Subaru's characterful six-cylinder found in the top Legacy models is fitted to the Tribeca. It boasts 245bhp and decent pulling power but while it feels fine under most conditions, with maximum power found in the top half of the rev range the five-speed box often goes hunting for the right gear when faced with hills. It also has to often be forced to change down in order to get decent acceleration.
0-62mph takes 9.7 seconds, but in normal driving, the engine has to be worked hard and becomes noisy as a result. The Nissan Murano with its CVT gearbox and a little extra pulling power available lower down feels much livelier than the Subaru. The Tribeca's engine is also very thirsty, averaging a woeful 23mpg while emissions of 291g/km of CO2 make it expensive to tax.
Over-light steering aside, the Tribeca feels surefooted on the road with well controlled body roll and high levels of grip thanks to a low centre of gravity provided by Subaru's unique engine and transmission layout. It also helps the 4x4's ground clearance, although the Tribeca does without much of the hardware needed to venture off road anywhere more challenging than a gravel track.
The Tribeca rides smoothly and is happiest when cruising along the motorway.
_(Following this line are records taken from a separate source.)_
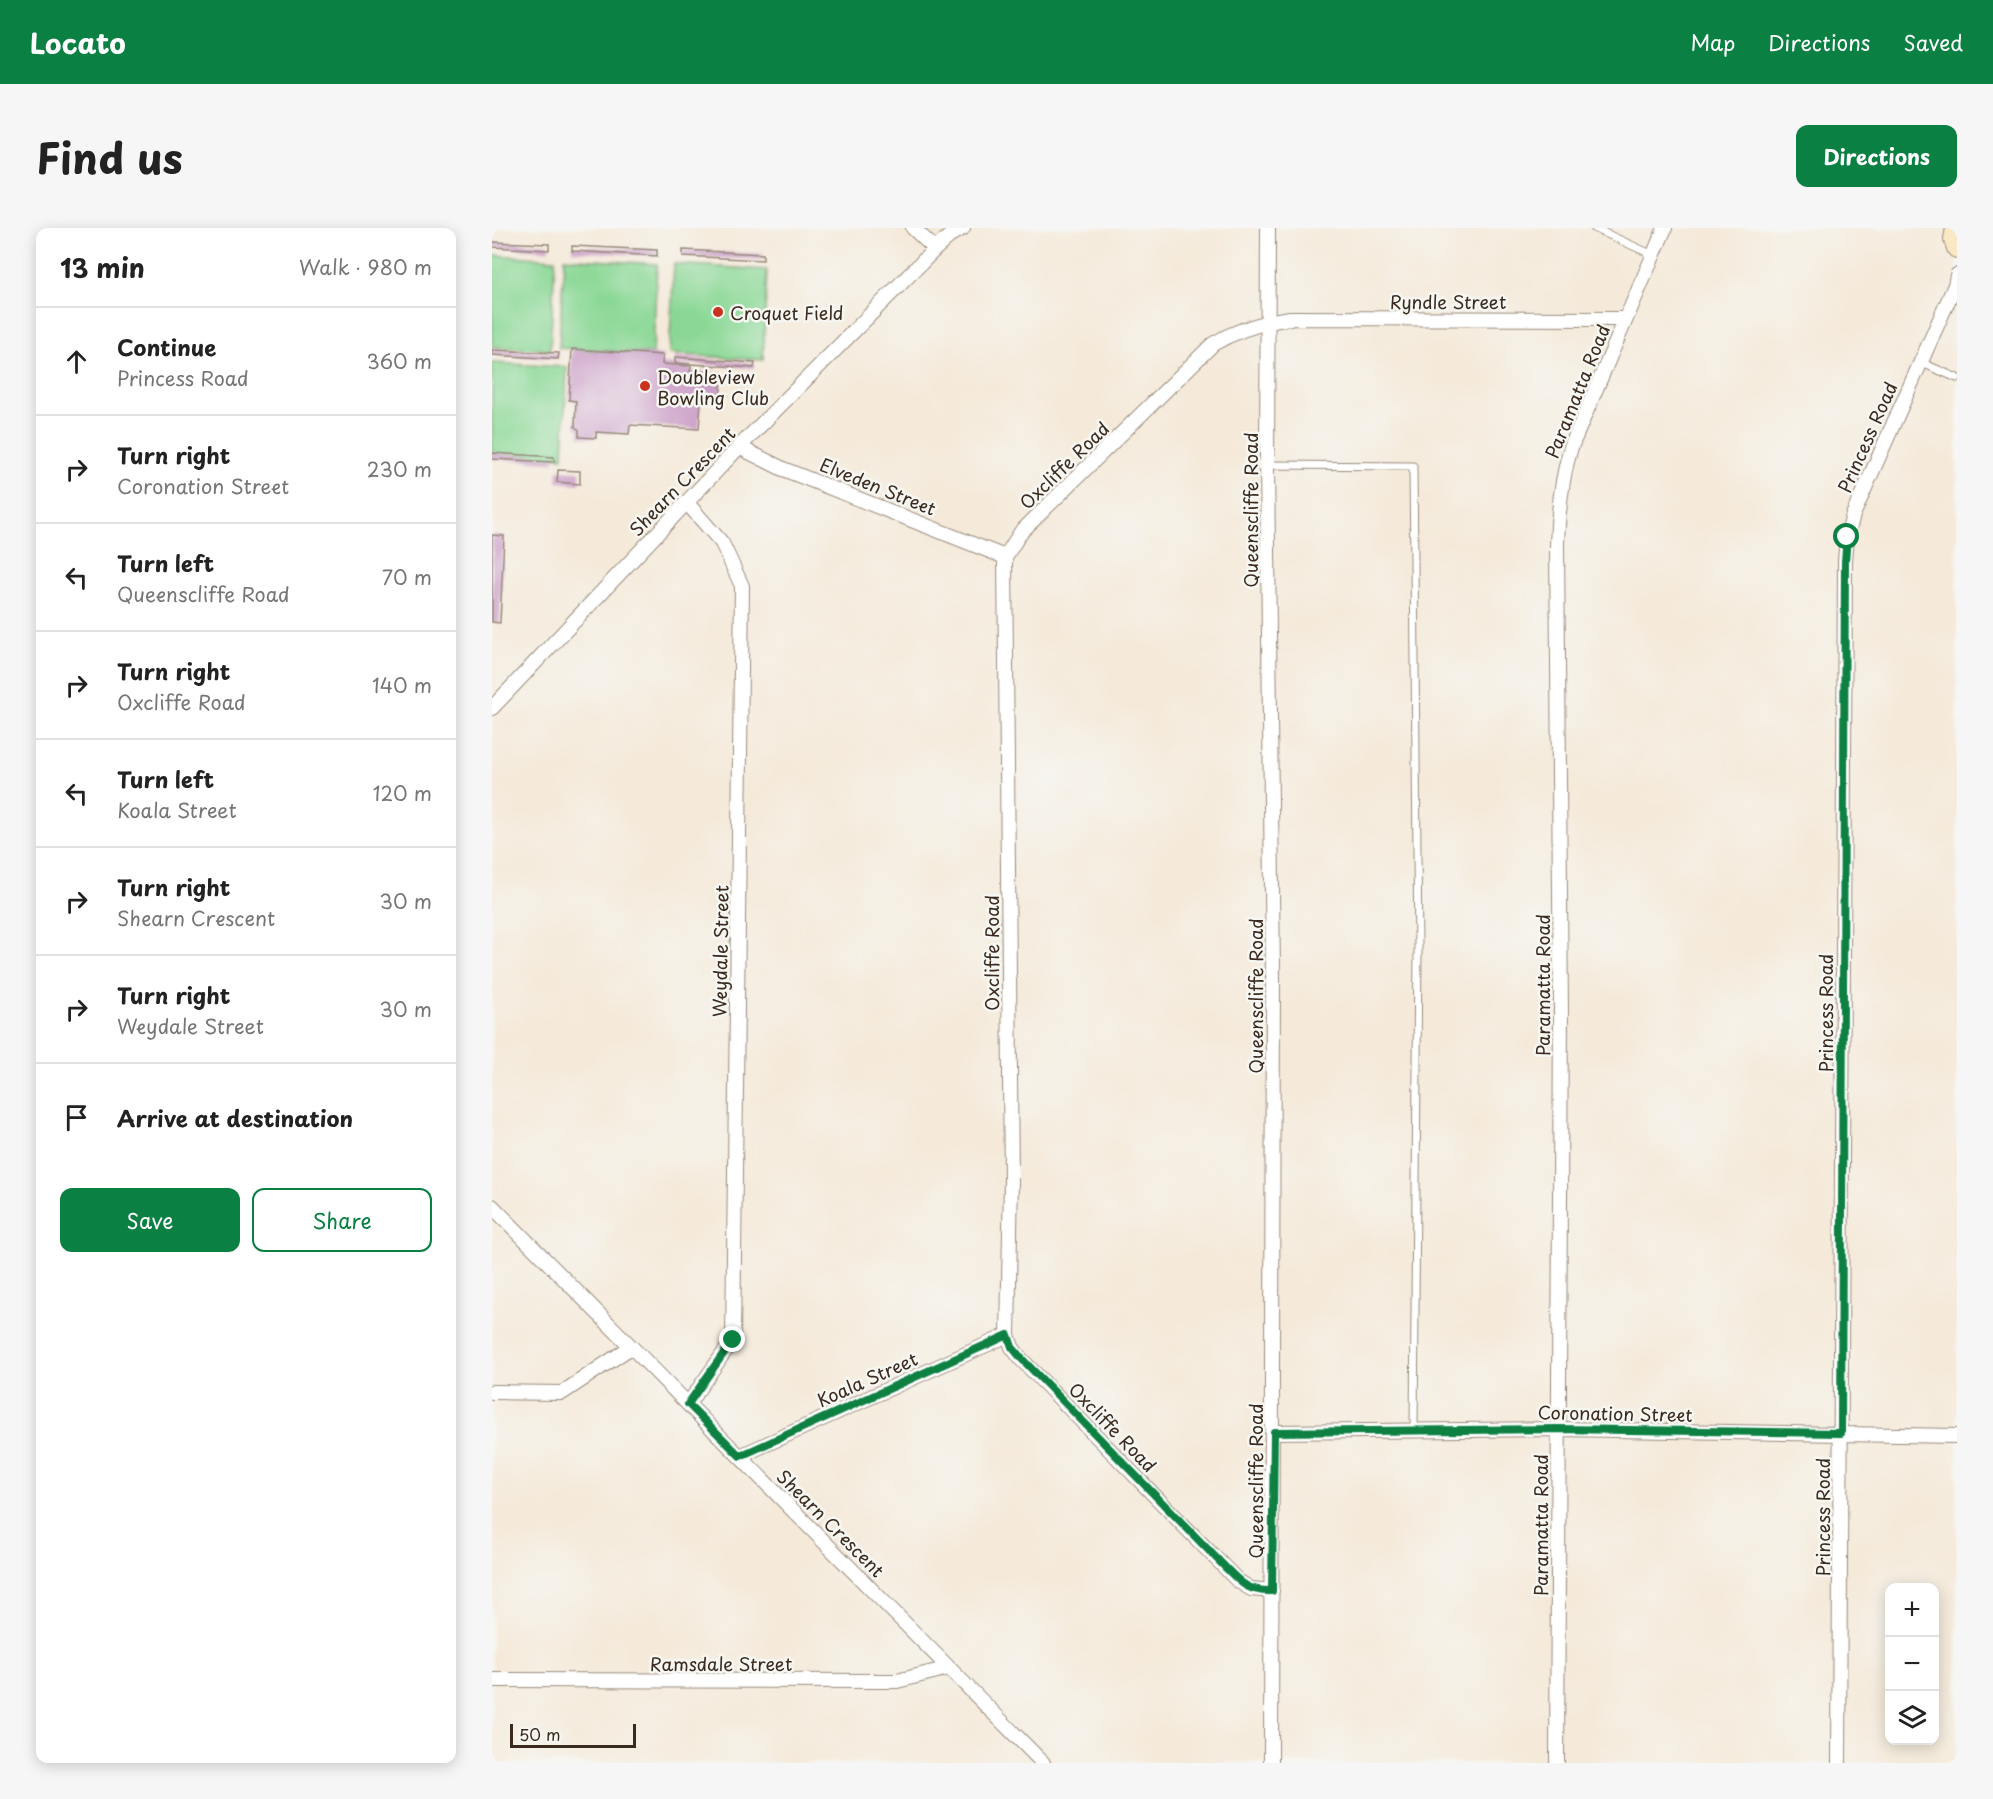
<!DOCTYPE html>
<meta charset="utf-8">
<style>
body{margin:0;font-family:"Playpen Sans",sans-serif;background:#f6f6f6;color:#222}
.controls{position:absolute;right:18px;bottom:18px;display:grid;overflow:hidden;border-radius:12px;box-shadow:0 3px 15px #0003}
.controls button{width:54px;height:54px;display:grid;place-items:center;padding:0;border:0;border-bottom:2px solid #e0e0e0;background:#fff;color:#222;font:30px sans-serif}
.scale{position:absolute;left:18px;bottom:15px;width:126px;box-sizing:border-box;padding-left:6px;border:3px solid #3b2a1e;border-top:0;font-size:16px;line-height:21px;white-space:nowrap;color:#3b2a1e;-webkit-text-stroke:4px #f6f6f2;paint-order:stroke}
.stop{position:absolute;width:18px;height:18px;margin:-14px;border:4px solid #0b8043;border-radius:50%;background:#fff}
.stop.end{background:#0b8043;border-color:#fff;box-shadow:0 2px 6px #0008}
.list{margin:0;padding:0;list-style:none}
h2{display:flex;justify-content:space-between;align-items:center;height:78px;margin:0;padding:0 24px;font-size:26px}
h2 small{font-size:20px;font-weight:400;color:#767676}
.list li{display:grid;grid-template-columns:39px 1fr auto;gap:18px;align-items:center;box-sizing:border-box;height:108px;padding:0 24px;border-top:2px solid #e0e0e0}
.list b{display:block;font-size:22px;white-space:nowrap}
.list p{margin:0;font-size:20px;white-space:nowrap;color:#767676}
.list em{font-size:20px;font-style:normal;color:#767676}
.actions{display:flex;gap:12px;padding:18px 24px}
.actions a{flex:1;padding:14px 0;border:2px solid #0b8043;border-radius:12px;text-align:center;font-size:21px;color:#0b8043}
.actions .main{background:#0b8043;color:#fff}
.icon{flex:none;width:33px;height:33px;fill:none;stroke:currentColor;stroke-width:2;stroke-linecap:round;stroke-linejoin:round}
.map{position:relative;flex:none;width:1465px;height:1535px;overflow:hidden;border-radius:12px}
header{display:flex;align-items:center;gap:36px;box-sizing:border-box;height:84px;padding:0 30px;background:#0b8043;color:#fff}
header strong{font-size:28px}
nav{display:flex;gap:33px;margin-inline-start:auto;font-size:21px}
.intro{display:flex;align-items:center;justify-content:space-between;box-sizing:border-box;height:144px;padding:0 36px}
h1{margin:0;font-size:42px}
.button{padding:15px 27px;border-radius:12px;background:#0b8043;color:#fff;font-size:21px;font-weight:700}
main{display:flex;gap:36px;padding:0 36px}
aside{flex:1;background:#fff;border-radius:12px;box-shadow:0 3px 15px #0003}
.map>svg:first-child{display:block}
</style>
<header>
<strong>Locato</strong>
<nav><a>Map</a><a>Directions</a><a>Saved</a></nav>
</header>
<div class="intro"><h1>Find us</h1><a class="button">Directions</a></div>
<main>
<aside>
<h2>13 min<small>Walk · 980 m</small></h2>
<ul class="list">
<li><svg class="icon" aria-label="ahead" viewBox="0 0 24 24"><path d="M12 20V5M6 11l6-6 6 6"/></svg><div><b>Continue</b><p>Princess Road</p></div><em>360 m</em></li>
<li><svg class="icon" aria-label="right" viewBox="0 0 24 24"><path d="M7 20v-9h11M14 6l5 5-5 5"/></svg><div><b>Turn right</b><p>Coronation Street</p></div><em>230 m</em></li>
<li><svg class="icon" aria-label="left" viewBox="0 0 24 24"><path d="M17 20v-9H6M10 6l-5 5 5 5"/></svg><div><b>Turn left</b><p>Queenscliffe Road</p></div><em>70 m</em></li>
<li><svg class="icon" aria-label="right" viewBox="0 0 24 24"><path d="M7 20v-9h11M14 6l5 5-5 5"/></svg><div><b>Turn right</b><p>Oxcliffe Road</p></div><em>140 m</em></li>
<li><svg class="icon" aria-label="left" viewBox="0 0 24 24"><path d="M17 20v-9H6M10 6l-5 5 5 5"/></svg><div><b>Turn left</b><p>Koala Street</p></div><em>120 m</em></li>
<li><svg class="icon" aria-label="right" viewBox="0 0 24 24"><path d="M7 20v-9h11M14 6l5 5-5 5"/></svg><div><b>Turn right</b><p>Shearn Crescent</p></div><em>30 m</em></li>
<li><svg class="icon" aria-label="right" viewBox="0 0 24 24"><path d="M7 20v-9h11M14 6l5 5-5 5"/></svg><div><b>Turn right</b><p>Weydale Street</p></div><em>30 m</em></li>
<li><svg class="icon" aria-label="arrive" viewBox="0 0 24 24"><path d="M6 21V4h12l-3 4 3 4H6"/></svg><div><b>Arrive at destination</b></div></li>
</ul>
<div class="actions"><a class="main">Save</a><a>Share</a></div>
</aside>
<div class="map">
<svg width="1465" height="1535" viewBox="0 0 1465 1535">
<rect width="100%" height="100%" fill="#f6f6f2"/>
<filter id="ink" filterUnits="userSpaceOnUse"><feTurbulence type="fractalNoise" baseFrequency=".0167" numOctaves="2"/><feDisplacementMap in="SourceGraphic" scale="12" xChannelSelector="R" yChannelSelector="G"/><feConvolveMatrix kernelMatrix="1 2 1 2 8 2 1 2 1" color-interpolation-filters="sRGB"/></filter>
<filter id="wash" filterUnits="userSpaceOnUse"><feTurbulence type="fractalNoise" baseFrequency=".008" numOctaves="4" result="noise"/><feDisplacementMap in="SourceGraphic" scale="24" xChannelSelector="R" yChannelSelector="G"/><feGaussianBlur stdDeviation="1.35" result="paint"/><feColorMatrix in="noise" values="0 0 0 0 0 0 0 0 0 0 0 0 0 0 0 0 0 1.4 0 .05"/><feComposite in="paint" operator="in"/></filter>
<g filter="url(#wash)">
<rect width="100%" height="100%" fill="#f5eada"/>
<path fill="#8bd896" stroke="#63815a" stroke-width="1.5" d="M0,27L63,31L58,122L0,119Z
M72,30L165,36L161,126L67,120Z
M182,36L275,42L271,132L177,126Z
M0,135L75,139L71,229L0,226Z"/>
<g id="blocks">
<path fill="#cb9ec8" d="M0,14L57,16V22L0,19Z
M80,18L165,22V28L80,23Z
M191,22L271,26V32L191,28Z
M80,121L171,127L170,136L199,138L198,143L230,145L228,173L209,172L207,201L138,197L137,206L104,204V210L87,209V202L83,199L84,173L77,172Z
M0,122L67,125L66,131L0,127Z
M183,129L263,135L262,140L183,135Z
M0,225L62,229V234L0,231Z
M66,242L88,243V256L65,254Z
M0,307L12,308L8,395L0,394Z"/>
</g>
</g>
<g filter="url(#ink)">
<use href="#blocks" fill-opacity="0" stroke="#988a7c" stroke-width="1.5"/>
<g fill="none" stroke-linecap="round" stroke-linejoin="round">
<defs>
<path id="lane" d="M1102,0L1161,27
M1428,134L1465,150
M775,237L921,238L926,720L922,1202"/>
<path id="street" d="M421,0L443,21
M776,0L775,237L781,745L779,1535
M247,219L291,241L513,329
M195,275L230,315L250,358L241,1112L196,1176
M0,480L247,219L443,21L461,5L471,0
M0,978L551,1535
M0,1164L70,1165L139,1119
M781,1204L1066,1201L1465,1208
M248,1228L516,1107
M780,1363L759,1361L746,1353L529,1131L520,1119L516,1107L519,952L513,329L529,304L721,116C746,101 770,94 798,90L1134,91
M0,1452L405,1453L457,1440
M1065,1535L1069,782L1065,317C1066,283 1069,252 1079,219L1173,0
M1347,1535L1353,333L1355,309L1361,287L1463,57L1465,47"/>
<path id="secondary" d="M1464,0L1462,11L1465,20"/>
</defs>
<use href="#lane" stroke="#988a7c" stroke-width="9"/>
<use href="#street" stroke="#988a7c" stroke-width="16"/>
<use href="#secondary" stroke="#988a7c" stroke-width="22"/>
<use href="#lane" stroke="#fff" stroke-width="7"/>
<use href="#street" stroke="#fff" stroke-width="14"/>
<use href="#secondary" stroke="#f8e8c3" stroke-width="20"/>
</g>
</g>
<g fill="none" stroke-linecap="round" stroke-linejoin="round" filter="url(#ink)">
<path stroke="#0b8043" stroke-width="8" d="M241,1112L196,1176L248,1228L516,1107L520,1119L530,1131L732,1338C748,1354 755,1364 780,1363L782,1204L1066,1201L1349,1205L1353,333L1355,309"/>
</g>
<g fill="#c8321e" stroke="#f6f6f2" stroke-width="2">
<circle cx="226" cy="84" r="6"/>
<circle cx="153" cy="158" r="6"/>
</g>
<g text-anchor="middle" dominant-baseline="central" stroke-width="5" stroke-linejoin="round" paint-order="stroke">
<g font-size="18" fill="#3b2a1e" stroke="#f6f6f2">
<text x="956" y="73">Ryndle Street</text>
<text transform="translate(1085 163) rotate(-68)">Paramatta Road</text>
<text transform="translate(1375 209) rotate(-66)">Princess Road</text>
<text transform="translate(572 237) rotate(-44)">Oxcliffe Road</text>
<text transform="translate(190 253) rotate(-46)">Shearn Crescent</text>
<text transform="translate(386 258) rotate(22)">Elveden Street</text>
<text transform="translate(758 282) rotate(-90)">Queenscliffe Road</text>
<text transform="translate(228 723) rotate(-89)">Weydale Street</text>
<text transform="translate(499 725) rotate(-90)">Oxcliffe Road</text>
<text transform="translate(1050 757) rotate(-90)">Paramatta Road</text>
<text transform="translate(763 768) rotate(-90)">Queenscliffe Road</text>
<text transform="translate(1333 785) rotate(-90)">Princess Road</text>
<text transform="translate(375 1151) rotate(-24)">Koala Street</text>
<text transform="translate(1123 1185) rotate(1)">Coronation Street</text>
<text transform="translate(621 1199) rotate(46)">Oxcliffe Road</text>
<text transform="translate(763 1253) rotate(-90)">Queenscliffe Road</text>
<text transform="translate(1330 1289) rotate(-90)">Princess Road</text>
<text transform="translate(339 1295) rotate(45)">Shearn Crescent</text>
<text transform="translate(1048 1297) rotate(-90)">Paramatta Road</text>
<text x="229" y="1435">Ramsdale Street</text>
</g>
<g font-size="18" fill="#3b2a1e" stroke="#f6f6f2" text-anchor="start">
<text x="238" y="84">Croquet Field</text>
<text x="165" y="148">Doubleview<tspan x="165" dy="21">Bowling Club</tspan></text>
</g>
</g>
</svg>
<div class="controls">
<button>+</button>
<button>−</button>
<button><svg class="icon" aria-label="layers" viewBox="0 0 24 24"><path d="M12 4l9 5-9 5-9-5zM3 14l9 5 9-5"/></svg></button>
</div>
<div class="scale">50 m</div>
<div class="stop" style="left:1355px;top:309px"></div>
<div class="stop end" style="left:241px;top:1112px"></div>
</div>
</main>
Tests in North America have shown the Tribeca is hardly more likely to roll in an emergency manoeuvre than a regular saloon car.
The Tribeca's modern interior design is appealing with sweeping curves from the dashboard to the centre console. The main dials are cowled and for the driver's eyes only. The switches and controls seem worthy of an upmarket car (which Tribeca is supposed to be), but the basketball texture of the top of the dashboard in hard plastic is rather out of place.
The steering is only adjustable for height - which is very poor on a car of this size and price - but otherwise the interior is a comfortable place to be.
Inside the Tribeca occupants are shielded from most of the harshness of the elements and the outside world. Wind noise and road noise are subdued, even at high speed and the engine is refined at sedate speeds. However, it can become noisy when revved. Automatic climate control is fitted as standard, as well as electric windows. The second row of seats is adjustable (sliding or reclining with a 60/40 split) allowing generous leg room with little impact on the luggage space of five-seat models.
Passengers in the (optional) third row of seats aren't quite treated as well as those in a Volvo XC90 or Land Rover Discovery 3. There's no tiered seating, but with the adjustment offered with the second row of seats, a decent compromise of space for passengers can be found.